▸ YOUR OBJECTIVE:
Up to and including the line that contains "function trace(path, color, width, dash)", write out every line of the entries exactly, beginning with the first. Omit the pictures.

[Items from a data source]
● ● ● ● ● ● ●

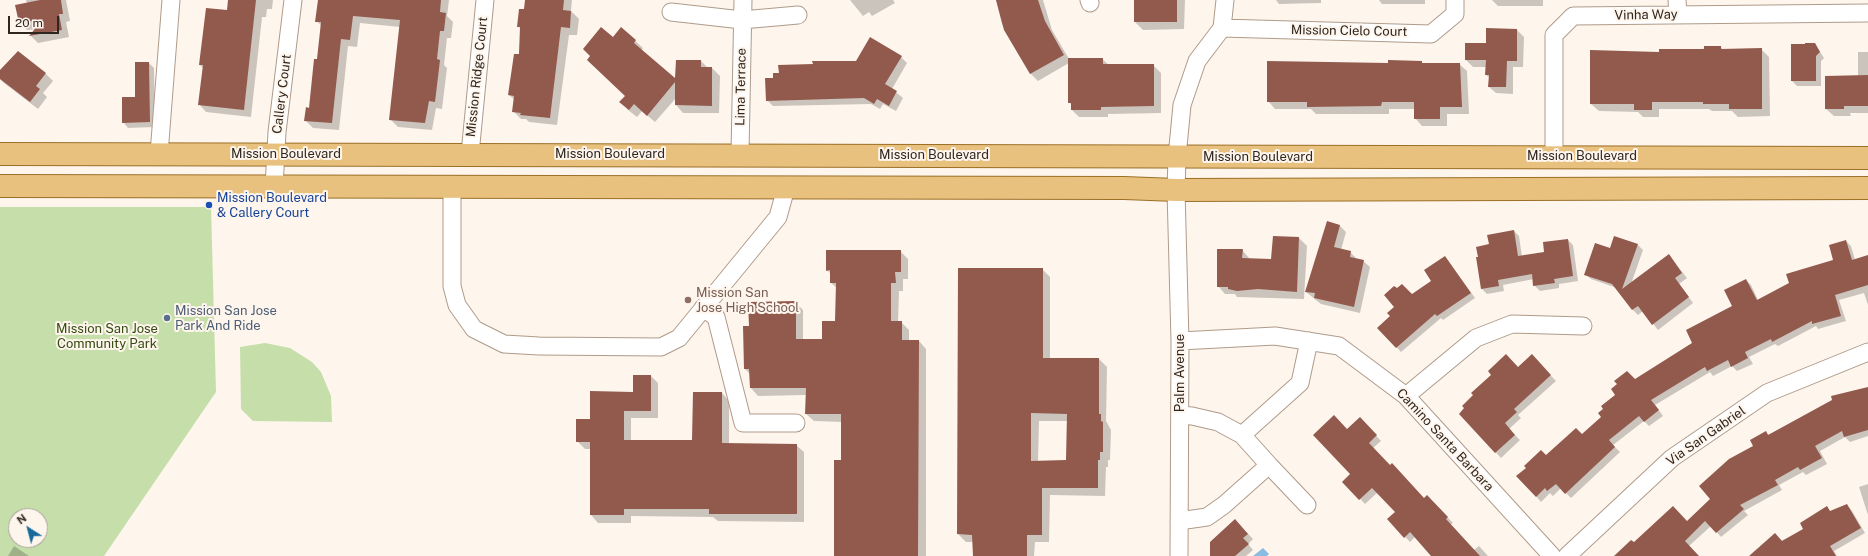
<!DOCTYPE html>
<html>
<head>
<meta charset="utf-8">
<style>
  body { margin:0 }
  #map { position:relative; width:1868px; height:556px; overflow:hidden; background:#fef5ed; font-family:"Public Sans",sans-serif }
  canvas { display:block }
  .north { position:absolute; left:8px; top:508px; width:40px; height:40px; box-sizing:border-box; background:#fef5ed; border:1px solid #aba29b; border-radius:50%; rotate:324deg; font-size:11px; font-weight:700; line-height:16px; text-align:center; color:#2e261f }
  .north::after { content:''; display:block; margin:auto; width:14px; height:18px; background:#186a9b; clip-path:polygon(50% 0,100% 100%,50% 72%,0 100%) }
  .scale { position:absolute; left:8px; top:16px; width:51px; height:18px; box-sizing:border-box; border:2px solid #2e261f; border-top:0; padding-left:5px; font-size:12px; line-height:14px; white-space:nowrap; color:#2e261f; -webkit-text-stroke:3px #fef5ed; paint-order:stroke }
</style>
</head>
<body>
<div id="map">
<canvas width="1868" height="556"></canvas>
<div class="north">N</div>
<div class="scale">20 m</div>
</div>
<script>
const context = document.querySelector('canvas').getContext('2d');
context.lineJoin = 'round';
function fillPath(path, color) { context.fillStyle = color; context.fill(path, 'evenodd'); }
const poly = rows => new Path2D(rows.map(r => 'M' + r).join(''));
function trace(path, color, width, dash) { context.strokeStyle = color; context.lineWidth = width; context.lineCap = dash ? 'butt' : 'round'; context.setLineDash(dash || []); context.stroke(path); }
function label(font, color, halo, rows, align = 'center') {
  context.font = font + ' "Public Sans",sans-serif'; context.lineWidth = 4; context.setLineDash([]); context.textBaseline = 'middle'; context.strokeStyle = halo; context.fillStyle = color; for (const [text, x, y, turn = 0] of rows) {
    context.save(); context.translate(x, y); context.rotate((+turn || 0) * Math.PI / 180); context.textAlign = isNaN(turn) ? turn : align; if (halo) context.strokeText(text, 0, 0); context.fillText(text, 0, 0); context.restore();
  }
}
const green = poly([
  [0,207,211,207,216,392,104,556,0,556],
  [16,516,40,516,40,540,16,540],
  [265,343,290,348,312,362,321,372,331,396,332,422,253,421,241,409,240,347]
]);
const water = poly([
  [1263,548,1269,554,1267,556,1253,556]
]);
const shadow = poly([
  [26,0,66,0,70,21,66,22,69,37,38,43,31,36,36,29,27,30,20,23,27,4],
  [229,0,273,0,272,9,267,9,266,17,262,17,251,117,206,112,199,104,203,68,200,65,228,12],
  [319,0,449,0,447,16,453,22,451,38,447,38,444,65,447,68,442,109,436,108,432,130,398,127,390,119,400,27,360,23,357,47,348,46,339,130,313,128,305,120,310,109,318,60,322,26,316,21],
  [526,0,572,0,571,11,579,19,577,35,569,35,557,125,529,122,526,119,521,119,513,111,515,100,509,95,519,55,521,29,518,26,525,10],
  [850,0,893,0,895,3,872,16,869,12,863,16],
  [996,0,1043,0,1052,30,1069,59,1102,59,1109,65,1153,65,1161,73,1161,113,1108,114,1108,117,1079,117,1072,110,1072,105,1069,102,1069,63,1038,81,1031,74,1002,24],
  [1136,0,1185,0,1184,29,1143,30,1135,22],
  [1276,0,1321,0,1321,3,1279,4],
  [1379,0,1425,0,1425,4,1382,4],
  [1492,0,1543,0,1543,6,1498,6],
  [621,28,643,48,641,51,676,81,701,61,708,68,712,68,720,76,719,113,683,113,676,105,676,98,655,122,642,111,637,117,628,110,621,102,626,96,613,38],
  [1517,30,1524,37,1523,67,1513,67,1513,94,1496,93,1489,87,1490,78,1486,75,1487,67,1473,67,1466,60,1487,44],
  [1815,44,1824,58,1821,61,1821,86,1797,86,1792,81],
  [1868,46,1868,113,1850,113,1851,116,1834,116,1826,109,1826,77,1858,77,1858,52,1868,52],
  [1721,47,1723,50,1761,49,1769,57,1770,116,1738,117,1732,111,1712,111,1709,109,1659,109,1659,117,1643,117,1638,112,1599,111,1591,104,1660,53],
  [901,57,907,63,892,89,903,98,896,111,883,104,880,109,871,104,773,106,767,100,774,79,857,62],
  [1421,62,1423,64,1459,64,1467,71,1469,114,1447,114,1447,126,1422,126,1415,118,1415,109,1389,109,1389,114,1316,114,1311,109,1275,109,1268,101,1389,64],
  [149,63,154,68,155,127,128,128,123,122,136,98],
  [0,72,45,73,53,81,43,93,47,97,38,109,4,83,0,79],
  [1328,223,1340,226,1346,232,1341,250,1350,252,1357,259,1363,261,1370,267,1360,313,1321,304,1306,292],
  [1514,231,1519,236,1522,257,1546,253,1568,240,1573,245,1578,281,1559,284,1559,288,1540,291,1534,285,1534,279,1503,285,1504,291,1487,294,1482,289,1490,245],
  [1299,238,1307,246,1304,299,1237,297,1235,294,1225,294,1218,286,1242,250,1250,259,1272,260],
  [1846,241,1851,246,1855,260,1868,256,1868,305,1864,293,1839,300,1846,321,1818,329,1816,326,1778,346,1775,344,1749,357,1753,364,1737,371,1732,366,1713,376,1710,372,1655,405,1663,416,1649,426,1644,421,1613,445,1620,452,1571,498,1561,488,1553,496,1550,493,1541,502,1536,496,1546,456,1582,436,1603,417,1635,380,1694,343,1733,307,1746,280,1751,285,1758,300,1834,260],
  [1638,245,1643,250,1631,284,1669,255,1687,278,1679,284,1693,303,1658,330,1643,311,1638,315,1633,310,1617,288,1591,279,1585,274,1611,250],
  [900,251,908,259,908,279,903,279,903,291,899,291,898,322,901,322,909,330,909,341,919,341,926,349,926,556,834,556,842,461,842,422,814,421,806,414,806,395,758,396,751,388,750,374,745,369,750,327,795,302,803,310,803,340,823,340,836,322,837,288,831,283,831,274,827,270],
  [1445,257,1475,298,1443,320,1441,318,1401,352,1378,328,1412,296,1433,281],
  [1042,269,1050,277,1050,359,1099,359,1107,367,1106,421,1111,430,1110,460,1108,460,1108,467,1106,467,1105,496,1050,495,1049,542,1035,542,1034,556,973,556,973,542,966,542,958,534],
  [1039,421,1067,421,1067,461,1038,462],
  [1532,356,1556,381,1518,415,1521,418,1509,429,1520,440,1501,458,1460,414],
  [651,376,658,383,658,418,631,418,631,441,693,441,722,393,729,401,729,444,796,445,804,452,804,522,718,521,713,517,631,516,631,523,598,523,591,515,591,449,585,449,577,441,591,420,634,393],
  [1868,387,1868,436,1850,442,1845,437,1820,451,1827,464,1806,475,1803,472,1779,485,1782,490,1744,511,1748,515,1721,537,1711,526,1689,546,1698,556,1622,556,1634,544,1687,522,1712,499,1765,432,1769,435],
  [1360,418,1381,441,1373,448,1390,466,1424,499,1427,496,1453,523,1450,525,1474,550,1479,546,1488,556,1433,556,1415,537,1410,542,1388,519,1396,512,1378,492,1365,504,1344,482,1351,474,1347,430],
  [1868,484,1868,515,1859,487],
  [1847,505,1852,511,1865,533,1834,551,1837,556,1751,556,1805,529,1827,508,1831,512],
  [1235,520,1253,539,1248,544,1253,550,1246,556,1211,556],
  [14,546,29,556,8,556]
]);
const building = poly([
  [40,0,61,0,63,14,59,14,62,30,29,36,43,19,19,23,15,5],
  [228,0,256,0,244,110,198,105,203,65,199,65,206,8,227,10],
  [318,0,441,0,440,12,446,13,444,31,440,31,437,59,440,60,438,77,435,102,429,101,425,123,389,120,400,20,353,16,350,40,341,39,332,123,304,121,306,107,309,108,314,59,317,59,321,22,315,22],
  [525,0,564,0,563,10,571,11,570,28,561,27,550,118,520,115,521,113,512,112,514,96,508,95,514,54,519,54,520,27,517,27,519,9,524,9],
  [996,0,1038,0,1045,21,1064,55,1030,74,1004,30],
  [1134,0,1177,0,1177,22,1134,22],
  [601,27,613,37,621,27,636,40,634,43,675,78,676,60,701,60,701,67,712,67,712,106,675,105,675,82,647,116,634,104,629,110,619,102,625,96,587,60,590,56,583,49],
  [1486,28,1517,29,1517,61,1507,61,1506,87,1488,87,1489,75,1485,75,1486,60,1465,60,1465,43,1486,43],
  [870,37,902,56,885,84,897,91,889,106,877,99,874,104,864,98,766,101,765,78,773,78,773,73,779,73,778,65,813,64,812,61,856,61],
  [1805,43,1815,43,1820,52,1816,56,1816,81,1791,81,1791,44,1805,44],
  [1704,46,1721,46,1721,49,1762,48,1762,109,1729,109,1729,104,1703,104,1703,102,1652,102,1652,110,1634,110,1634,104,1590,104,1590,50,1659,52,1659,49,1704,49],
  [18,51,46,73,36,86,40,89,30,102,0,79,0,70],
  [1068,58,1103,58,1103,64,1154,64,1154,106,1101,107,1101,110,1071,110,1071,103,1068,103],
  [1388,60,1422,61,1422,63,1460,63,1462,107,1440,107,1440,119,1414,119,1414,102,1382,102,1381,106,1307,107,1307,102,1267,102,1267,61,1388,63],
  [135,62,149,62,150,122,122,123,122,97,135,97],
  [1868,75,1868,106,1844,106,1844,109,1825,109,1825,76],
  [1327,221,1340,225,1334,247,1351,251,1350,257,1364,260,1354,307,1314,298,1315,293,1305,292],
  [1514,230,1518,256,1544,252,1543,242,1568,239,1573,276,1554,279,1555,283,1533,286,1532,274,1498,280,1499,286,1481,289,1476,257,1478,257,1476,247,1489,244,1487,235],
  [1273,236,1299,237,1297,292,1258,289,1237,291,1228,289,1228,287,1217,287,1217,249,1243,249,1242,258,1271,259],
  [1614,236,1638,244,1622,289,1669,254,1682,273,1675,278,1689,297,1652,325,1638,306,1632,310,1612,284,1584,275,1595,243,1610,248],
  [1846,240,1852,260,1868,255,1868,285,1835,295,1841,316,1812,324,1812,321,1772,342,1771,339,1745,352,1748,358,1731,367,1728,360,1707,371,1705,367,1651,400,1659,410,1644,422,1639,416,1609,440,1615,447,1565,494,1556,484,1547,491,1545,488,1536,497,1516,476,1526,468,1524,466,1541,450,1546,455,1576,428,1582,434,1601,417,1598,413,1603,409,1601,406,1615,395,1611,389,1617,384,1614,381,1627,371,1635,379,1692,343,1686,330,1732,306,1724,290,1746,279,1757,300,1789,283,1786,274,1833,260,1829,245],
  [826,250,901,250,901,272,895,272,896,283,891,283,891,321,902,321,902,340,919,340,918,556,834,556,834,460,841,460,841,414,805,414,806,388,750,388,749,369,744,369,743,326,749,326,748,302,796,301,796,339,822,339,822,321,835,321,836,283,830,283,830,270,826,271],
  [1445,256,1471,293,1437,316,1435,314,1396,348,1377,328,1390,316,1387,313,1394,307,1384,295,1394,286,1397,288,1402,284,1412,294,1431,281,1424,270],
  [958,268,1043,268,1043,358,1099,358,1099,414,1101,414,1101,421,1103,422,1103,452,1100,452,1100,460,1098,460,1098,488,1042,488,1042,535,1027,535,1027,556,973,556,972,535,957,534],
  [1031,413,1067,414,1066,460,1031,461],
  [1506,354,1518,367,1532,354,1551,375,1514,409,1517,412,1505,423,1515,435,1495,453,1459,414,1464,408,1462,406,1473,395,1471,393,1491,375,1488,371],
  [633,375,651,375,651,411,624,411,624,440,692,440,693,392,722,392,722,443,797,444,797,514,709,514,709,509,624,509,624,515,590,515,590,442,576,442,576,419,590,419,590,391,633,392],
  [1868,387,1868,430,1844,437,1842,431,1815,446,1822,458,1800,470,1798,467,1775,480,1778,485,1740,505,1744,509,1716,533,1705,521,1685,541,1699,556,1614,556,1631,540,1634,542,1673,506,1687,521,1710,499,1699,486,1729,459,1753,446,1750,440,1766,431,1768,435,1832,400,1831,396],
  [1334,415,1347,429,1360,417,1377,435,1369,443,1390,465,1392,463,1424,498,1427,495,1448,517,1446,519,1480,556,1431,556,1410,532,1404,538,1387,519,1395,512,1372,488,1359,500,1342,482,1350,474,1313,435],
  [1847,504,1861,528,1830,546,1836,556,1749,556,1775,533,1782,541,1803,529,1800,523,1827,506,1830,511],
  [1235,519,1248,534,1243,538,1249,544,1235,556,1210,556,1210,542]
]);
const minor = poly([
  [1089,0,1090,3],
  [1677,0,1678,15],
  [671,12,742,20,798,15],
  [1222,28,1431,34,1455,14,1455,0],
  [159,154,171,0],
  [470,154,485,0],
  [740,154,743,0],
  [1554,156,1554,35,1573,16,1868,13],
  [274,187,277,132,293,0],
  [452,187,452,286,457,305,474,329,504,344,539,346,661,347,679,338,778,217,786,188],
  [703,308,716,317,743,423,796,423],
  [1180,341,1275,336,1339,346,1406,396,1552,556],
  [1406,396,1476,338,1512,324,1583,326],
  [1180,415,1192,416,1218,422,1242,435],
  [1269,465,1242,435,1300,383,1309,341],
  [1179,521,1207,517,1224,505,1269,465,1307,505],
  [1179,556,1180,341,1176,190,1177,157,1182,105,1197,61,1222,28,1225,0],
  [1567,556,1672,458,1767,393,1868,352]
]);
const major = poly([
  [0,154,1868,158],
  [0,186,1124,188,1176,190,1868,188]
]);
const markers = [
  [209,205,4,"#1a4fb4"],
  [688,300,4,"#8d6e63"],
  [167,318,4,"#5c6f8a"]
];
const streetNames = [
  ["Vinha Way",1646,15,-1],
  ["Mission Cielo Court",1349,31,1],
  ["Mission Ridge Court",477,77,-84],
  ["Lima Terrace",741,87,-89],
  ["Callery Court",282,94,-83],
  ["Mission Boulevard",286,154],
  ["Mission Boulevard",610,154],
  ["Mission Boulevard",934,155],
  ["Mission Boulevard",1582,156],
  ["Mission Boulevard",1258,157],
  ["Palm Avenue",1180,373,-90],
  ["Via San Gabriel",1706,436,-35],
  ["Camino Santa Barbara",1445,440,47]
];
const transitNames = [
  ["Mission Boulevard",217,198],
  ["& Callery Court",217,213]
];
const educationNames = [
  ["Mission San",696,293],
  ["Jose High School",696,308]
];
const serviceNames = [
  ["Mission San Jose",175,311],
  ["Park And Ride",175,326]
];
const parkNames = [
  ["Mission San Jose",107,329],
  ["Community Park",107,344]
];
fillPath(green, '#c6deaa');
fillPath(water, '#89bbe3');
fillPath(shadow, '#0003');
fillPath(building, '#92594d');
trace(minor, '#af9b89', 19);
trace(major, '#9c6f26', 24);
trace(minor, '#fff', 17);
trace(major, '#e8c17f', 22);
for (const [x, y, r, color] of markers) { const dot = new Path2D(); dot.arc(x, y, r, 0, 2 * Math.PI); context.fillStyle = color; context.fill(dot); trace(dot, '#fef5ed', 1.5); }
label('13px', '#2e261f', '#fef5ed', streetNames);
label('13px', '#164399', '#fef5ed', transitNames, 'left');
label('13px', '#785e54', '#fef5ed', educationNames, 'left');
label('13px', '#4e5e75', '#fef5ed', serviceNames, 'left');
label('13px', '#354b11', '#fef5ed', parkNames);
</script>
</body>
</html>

● ● ● ● ● ● ●

▸ WRITTEN SOLUTION:
<!DOCTYPE html>
<html>
<head>
<meta charset="utf-8">
<style>
  body { margin:0 }
  #map { position:relative; width:1868px; height:556px; overflow:hidden; background:#fef5ed; font-family:"Public Sans",sans-serif }
  canvas { display:block }
  .north { position:absolute; left:8px; top:508px; width:40px; height:40px; box-sizing:border-box; background:#fef5ed; border:1px solid #aba29b; border-radius:50%; rotate:324deg; font-size:11px; font-weight:700; line-height:16px; text-align:center; color:#2e261f }
  .north::after { content:''; display:block; margin:auto; width:14px; height:18px; background:#186a9b; clip-path:polygon(50% 0,100% 100%,50% 72%,0 100%) }
  .scale { position:absolute; left:8px; top:16px; width:51px; height:18px; box-sizing:border-box; border:2px solid #2e261f; border-top:0; padding-left:5px; font-size:12px; line-height:14px; white-space:nowrap; color:#2e261f; -webkit-text-stroke:3px #fef5ed; paint-order:stroke }
</style>
</head>
<body>
<div id="map">
<canvas width="1868" height="556"></canvas>
<div class="north">N</div>
<div class="scale">20 m</div>
</div>
<script>
const context = document.querySelector('canvas').getContext('2d');
context.lineJoin = 'round';
function fillPath(path, color) { context.fillStyle = color; context.fill(path, 'evenodd'); }
const poly = rows => new Path2D(rows.map(r => 'M' + r).join(''));
function trace(path, color, width, dash) { context.strokeStyle = color; context.lineWidth = width; context.lineCap = dash ? 'butt' : 'round'; context.setLineDash(dash || []); context.stroke(path); }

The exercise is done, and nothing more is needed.